▶ WORK INSTRUCTIONS
Exactly the lines from the beginning of the records below through the line with "position:relative; width:688px; height:2178px;" must be given again, without pictures.

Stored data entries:
⁂
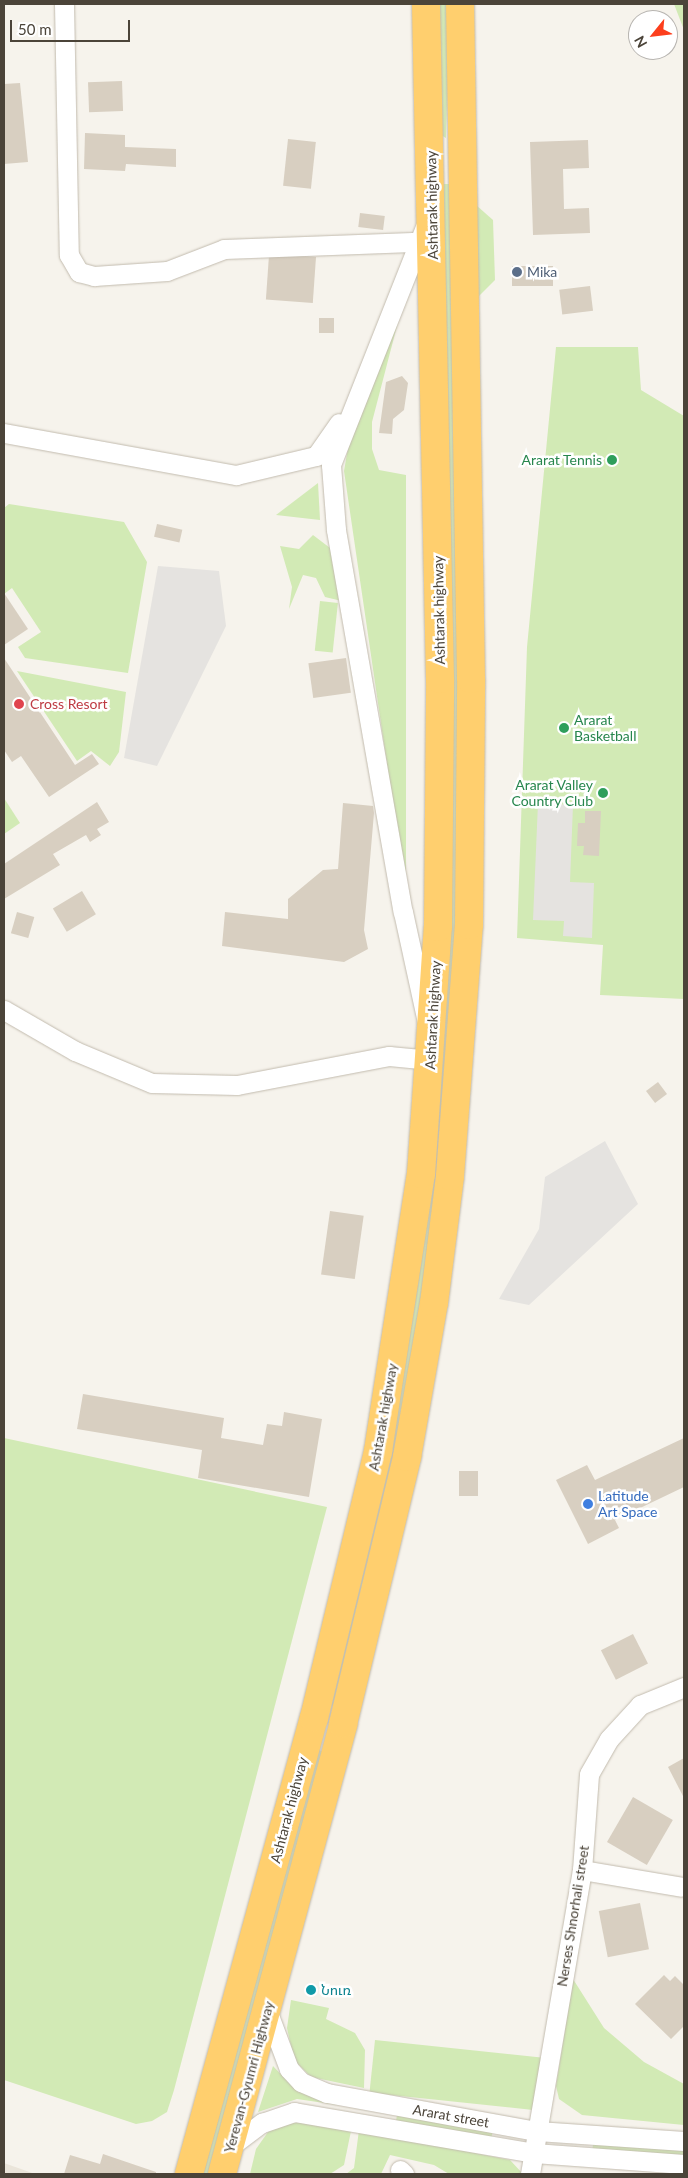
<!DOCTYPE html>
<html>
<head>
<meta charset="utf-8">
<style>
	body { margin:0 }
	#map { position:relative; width:688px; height:2178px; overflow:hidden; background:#f6f3ec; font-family:Lato,"Noto Sans Armenian",sans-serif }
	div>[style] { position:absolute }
	.residential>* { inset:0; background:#eae5da }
	.green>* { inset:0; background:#d2eab5; transform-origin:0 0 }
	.parking>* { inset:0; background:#e5e3e0 }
	.building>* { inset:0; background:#d8cfc1; transform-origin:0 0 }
	.roads { filter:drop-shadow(0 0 1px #c2bbae) drop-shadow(0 0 1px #c2bbae) }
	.minor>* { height:19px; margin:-9.5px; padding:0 9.5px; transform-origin:9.5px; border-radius:9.5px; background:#fff }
	.highway>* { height:28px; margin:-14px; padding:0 14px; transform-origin:14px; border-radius:14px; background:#ffcf6e }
	.dots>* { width:14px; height:14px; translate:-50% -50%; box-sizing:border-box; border:2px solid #fff; border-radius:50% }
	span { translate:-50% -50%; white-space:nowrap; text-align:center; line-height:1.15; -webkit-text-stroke:5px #fff; paint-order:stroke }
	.street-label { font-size:14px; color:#4b4439 }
	.service-label { font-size:14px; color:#4e5e75 }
	.left { translate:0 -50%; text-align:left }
	.leisure-label { font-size:14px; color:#27864d }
	.right { translate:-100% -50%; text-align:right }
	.health-label { font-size:14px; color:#be3a42 }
	.shop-label { font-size:14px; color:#366cbe }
	.culture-label { font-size:14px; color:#0d838f }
	.frame { position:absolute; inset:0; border:5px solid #4b4439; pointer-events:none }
	.north { position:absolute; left:628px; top:10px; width:50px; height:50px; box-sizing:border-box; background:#fff; border:1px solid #b7b4b0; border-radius:50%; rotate:241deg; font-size:14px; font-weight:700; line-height:20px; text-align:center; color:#4b4439 }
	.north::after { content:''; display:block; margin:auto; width:18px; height:22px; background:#fc3f1d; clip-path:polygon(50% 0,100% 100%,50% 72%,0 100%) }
	.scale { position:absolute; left:10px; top:20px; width:120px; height:22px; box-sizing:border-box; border:2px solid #4b4439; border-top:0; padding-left:6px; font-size:15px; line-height:18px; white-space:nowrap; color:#4b4439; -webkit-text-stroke:4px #fff; paint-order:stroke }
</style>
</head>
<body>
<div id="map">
	<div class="residential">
		<div style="clip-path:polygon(4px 2163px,35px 2174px,4px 2174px)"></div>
	</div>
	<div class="green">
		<div style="clip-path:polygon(438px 4px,450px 4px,446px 138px,441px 135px)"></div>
		<div style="clip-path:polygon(674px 4px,684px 4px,684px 30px)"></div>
		<div style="clip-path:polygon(441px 184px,452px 184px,461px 813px,451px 1059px,416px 1359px,338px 1706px,327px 1705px,429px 1173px)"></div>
		<div style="clip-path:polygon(476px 205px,493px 220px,495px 280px,479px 296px)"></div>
		<div style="clip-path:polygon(404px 299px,372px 422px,372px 449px,379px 470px,406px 475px,406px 894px,344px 471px,349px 442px)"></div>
		<div style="clip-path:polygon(556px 347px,638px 347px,641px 390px,684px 416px,684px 999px,600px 995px,603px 945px,517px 938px,527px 647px)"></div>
		<div style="clip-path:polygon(318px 483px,320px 520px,276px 515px)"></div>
		<div style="clip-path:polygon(9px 504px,124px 522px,147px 562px,128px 673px,25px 658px,18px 647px,41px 632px,12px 588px,4px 594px,4px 508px)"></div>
		<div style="clip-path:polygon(313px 535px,338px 554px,346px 602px,325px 597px,316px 578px,303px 575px,289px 609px,292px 587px,280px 546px,299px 549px)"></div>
		<div style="left:320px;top:601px;width:18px;height:50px;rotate:6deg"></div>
		<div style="clip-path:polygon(17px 671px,126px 692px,119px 752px,110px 766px,91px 751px,77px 761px)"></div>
		<div style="clip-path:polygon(4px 798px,20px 823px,4px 834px)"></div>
		<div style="clip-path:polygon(4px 1438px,327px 1507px,174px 2090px,167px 2112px,152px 2121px,136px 2124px,4px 2080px)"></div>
		<div style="left:314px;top:1749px;width:11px;height:440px;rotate:15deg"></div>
		<div style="clip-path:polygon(573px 1979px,604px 2028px,644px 2062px,684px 2084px,684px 2125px,582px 2115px,559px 2099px,556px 2086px)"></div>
		<div style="clip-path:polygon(291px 2000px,329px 2008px,326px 2019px,355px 2033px,365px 2050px,364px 2088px,311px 2077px,294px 2060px,287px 2028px)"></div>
		<div style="left:375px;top:2040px;width:167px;height:53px;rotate:6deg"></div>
		<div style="clip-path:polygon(273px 2066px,295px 2089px,338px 2105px,297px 2099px,258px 2112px)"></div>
		<div style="left:397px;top:2115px;width:97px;height:7px;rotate:10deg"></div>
		<div style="clip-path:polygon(310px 2122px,351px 2131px,344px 2165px,330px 2174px,250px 2174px,256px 2149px,268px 2132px,284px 2123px)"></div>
		<div style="clip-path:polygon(359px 2130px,510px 2160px,523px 2174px,449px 2174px,434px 2165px,390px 2155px,381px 2174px,346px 2174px,354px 2168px)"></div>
		<div style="left:593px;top:2143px;width:91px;height:7px;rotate:4deg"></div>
	</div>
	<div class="parking">
		<div style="clip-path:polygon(158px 566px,219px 571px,226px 626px,157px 766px,124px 758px)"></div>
		<div style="clip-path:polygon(538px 803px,573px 805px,570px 882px,594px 883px,592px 938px,563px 936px,564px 921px,533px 920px)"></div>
		<div style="clip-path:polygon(605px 1141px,638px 1204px,529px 1305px,499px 1299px,539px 1229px,545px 1177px)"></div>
	</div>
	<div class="building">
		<div style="left:122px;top:81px;width:30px;height:34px;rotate:88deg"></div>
		<div style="clip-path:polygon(20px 83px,28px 162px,4px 164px,4px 84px)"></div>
		<div style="clip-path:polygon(85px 133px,125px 135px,125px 147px,176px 149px,176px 167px,126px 164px,125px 171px,84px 169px)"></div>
		<div style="left:288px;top:139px;width:28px;height:47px;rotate:6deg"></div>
		<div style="clip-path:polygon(588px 140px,589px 168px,563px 169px,564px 209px,589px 208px,590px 233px,533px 235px,530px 142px)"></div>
		<div style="left:360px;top:213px;width:25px;height:14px;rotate:7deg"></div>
		<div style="left:316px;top:257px;width:46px;height:47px;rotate:94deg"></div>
		<div style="left:512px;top:266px;width:41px;height:20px"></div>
		<div style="left:590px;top:286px;width:25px;height:31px;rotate:83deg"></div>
		<div style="left:319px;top:318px;width:15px;height:15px"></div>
		<div style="clip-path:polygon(402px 376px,408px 383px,404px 410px,393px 419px,392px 434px,379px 433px,386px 382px)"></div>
		<div style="left:157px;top:524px;width:26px;height:13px;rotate:13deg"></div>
		<div style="clip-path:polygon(4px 593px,28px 629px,4px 645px)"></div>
		<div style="clip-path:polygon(4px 658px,75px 765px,92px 754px,99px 764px,49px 797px,21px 756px,12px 762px,4px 750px)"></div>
		<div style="left:346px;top:658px;width:35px;height:38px;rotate:82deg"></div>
		<div style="clip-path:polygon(97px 802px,109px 822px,97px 829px,101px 835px,90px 842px,86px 835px,53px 854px,60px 865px,4px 899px,4px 864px)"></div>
		<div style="clip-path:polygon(343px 803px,373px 806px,374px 813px,364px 930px,368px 949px,344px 962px,222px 946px,225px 912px,288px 919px,288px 899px,323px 870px,338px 869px)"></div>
		<div style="clip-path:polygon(585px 811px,601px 811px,599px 856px,583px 855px,584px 846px,577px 846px,578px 823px,585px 823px)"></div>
		<div style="left:82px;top:891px;width:27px;height:34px;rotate:59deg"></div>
		<div style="left:17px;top:912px;width:18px;height:22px;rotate:16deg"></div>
		<div style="left:658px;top:1082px;width:15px;height:15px;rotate:53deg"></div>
		<div style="left:330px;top:1211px;width:34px;height:64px;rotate:8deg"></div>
		<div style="clip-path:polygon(83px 1394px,224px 1418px,221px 1438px,263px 1445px,267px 1424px,282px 1426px,284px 1412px,322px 1419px,309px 1497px,198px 1478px,202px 1450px,77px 1429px)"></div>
		<div style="clip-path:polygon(684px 1438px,684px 1487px,615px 1520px,619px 1528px,588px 1544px,556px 1480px,587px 1465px,595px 1480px)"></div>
		<div style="left:478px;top:1471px;width:25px;height:19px;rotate:90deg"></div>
		<div style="left:633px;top:1634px;width:33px;height:36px;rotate:63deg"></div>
		<div style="clip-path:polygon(684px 1758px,684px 1798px,668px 1767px)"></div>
		<div style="left:633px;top:1797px;width:46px;height:52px;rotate:30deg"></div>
		<div style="left:640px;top:1903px;width:47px;height:42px;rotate:79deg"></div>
		<div style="clip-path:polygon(664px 1975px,670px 1981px,675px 1976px,684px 1985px,684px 2026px,671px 2039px,635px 2004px)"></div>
		<div style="clip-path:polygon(103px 2154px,156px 2172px,156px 2174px,64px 2174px,70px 2155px,100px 2164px)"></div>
	</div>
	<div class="roads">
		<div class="minor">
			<div style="left:64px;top:4px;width:251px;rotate:88.9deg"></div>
			<div style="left:69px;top:255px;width:20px;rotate:60deg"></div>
			<div style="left:79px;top:272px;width:16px;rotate:15deg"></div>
			<div style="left:94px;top:276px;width:73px;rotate:-3.9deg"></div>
			<div style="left:167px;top:271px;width:61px;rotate:-21.1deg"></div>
			<div style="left:224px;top:249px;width:195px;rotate:-2.1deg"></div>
			<div style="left:427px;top:222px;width:261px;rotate:111.6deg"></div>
			<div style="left:331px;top:465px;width:65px;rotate:85.6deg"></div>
			<div style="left:336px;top:530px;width:388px;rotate:80.1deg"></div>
			<div style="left:403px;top:912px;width:113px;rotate:77.7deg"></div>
			<div style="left:4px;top:433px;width:236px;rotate:10.3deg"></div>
			<div style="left:236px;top:475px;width:82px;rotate:-13.4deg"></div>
			<div style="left:316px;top:456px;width:40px;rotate:-55.1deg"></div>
			<div style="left:4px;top:1010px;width:82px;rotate:30deg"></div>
			<div style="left:75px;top:1051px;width:83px;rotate:22.6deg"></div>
			<div style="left:152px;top:1083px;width:85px;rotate:1.3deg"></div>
			<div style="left:237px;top:1085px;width:155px;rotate:-10.8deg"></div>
			<div style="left:389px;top:1056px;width:42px;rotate:5.4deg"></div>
			<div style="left:582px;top:1870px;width:101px;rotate:9.6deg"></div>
			<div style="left:267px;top:2010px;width:63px;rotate:69.6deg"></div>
			<div style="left:289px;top:2069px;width:18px;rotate:47deg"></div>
			<div style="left:301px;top:2082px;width:28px;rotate:23deg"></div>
			<div style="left:327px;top:2093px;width:213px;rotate:10.3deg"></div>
			<div style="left:537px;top:2131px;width:147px;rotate:3.9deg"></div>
			<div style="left:231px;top:2146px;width:39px;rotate:-37deg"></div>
			<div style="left:262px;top:2123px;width:34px;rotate:-19deg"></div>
			<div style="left:294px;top:2112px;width:243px;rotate:9.7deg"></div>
			<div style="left:534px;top:2153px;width:150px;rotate:4.2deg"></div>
			<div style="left:400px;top:2170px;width:6px;rotate:45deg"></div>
			<div style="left:530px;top:2174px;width:308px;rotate:-80.3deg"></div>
			<div style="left:582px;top:1870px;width:96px;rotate:-85.8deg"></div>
			<div style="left:589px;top:1774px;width:40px;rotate:-60.3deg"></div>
			<div style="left:609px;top:1739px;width:46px;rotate:-47.6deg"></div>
			<div style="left:640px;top:1705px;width:48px;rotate:-22.2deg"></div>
		</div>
		<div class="highway">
			<div style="left:189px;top:2174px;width:473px;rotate:-74.7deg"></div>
			<div style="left:314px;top:1718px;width:275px;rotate:-76.5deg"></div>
			<div style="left:378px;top:1451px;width:280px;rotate:-81.2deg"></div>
			<div style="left:421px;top:1174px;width:248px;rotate:-86.1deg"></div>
			<div style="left:438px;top:927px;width:248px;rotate:-89.5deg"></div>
			<div style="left:440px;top:679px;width:675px;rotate:-91.19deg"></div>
			<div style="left:222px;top:2174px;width:466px;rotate:-74.9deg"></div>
			<div style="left:343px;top:1724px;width:275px;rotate:-76.5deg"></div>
			<div style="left:407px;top:1457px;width:156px;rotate:-80.1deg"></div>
			<div style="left:434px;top:1303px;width:128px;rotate:-82.8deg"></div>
			<div style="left:450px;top:1176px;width:252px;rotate:-85.7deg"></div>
			<div style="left:469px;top:925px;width:246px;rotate:-89.5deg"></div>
			<div style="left:471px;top:679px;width:675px;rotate:-90.93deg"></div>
		</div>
	</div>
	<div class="dots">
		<div style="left:517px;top:272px;background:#5c6f8a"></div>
		<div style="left:612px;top:460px;background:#2e9e5b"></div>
		<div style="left:19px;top:704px;background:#e0444e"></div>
		<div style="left:564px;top:728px;background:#2e9e5b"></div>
		<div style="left:603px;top:793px;background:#2e9e5b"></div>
		<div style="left:588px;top:1504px;background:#3f7fe0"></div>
		<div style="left:311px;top:1990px;background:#0f9aa8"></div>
	</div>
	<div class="street-label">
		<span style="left:432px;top:205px;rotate:-91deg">Ashtarak highway</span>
		<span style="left:439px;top:610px;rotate:-91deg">Ashtarak highway</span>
		<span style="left:433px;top:1015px;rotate:-87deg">Ashtarak highway</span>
		<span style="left:383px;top:1417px;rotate:-80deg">Ashtarak highway</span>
		<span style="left:289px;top:1810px;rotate:-75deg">Ashtarak highway</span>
		<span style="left:573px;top:1916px;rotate:-81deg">Nerses Shnorhali street</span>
		<span style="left:249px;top:2077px;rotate:-75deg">Yerevan-Gyumri Highway</span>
		<span style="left:451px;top:2116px;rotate:10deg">Ararat street</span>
	</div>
	<div class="service-label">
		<span class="left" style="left:527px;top:272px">Mika</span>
	</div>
	<div class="leisure-label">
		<span class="right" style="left:602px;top:460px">Ararat Tennis</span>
		<span class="left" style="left:574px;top:728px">Ararat<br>Basketball</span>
		<span class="right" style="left:593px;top:793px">Ararat Valley<br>Country Club</span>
	</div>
	<div class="health-label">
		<span class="left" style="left:30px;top:704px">Cross Resort</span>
	</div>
	<div class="shop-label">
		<span class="left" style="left:598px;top:1504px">Latitude<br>Art Space</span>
	</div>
	<div class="culture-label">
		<span class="left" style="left:321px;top:1990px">Նուռ</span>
	</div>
	<div class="frame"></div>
	<div class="north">N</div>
	<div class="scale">50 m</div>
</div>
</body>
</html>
⁂
▶ WRITTEN SOLUTION
<!DOCTYPE html>
<html>
<head>
<meta charset="utf-8">
<style>
	body { margin:0 }
	#map { position:relative; width:688px; height:2178px; overflow:hidden; background:#f6f3ec; font-family:Lato,"Noto Sans Armenian",sans-serif }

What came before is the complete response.